Gestalt, are you doing other proteins besides the brown rice? Do you use brown rice for most of your meals? and what do you mix it with?

Thanks
 

Gestalt

Senior Member
Messages
251
Location
Canada
The only other protein I eat is chicken or turkey. No red meat or fish. I'm allergic to most fish anyways. I eat chicken/turkey about 2x per day and have the sprouted brown rice protein shakes about 2-4x per day. I mix the protein with distilled water and some coco.
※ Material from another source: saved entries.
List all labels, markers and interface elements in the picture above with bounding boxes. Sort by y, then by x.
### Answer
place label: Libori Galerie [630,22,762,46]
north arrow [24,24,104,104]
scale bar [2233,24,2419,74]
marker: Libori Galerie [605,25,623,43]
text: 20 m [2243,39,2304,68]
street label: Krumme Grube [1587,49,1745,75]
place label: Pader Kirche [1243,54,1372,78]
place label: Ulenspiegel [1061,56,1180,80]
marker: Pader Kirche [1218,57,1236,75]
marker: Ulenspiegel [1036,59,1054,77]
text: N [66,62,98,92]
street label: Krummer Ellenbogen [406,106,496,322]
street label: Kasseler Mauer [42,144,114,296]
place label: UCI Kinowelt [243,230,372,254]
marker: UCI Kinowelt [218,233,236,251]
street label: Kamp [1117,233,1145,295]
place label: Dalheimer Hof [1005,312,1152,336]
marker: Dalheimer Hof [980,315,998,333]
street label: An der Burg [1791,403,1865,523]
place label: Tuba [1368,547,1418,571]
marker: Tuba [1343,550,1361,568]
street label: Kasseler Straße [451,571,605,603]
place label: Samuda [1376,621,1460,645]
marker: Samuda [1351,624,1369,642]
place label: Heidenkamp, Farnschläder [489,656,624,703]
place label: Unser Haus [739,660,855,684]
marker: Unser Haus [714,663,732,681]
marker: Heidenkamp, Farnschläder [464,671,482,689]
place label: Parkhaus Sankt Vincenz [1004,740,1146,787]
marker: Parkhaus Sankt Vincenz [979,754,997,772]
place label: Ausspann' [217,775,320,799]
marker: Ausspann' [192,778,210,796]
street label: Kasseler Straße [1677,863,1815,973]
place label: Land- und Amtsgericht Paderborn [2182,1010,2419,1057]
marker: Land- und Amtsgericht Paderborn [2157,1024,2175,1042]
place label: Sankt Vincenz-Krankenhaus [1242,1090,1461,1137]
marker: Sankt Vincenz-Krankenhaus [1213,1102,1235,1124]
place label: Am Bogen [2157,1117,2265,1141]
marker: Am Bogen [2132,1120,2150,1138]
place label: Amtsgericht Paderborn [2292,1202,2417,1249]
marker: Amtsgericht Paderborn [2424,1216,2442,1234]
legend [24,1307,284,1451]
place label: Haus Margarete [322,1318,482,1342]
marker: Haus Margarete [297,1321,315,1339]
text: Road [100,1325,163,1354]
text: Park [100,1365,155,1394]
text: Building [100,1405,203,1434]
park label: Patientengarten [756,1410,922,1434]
If the ammonia balance in your body is delicate, consider supplementing with yucca to soak up extra ammonia that may be produced by bacteria in the gut. This helps me a ton with excitotoxicity. I take yucca daily before night time. See if that helps your sleep.
 

freshveggies

Senior Member
Messages
196
HI Gestalt. Thanks for the tips. I take Yucca in the am and noon, but will try before bed. I think the ammonia might be a problem for me.
 

garcia

Aristocrat Extraordinaire
Messages
976
Location
UK
This also changes my analysis of the effects of Bains Dérivatifs. They must be either stimulating the Sympathetic response, or balancing SNS and PNS. I thought hey were inducing a Parasympathetic response. I was wrong.
Be well,
Asklipia

Asklipia, just to say that I was unable to tolerate Bains Dérivatifs due to it having a strong SNS-activating effect in me. So for me it was very much inducing a Sympathetic response.
 
Messages
9
Location
Norway
Hmm... This whole thing puzzles me.

I am (when healthy) definitely a big mix of both the stereotypical characteristics listed for SNS and PNS. And how can one be prone to gastro-intestinal issues while the other allergies/sensitivites - in my experience they come hand in hand.. Maybe that would make me a balanced/mixed or maybe cyclical. Haven't studies all the 12 different types from the three groups though, so maybe I would still fit somewhere..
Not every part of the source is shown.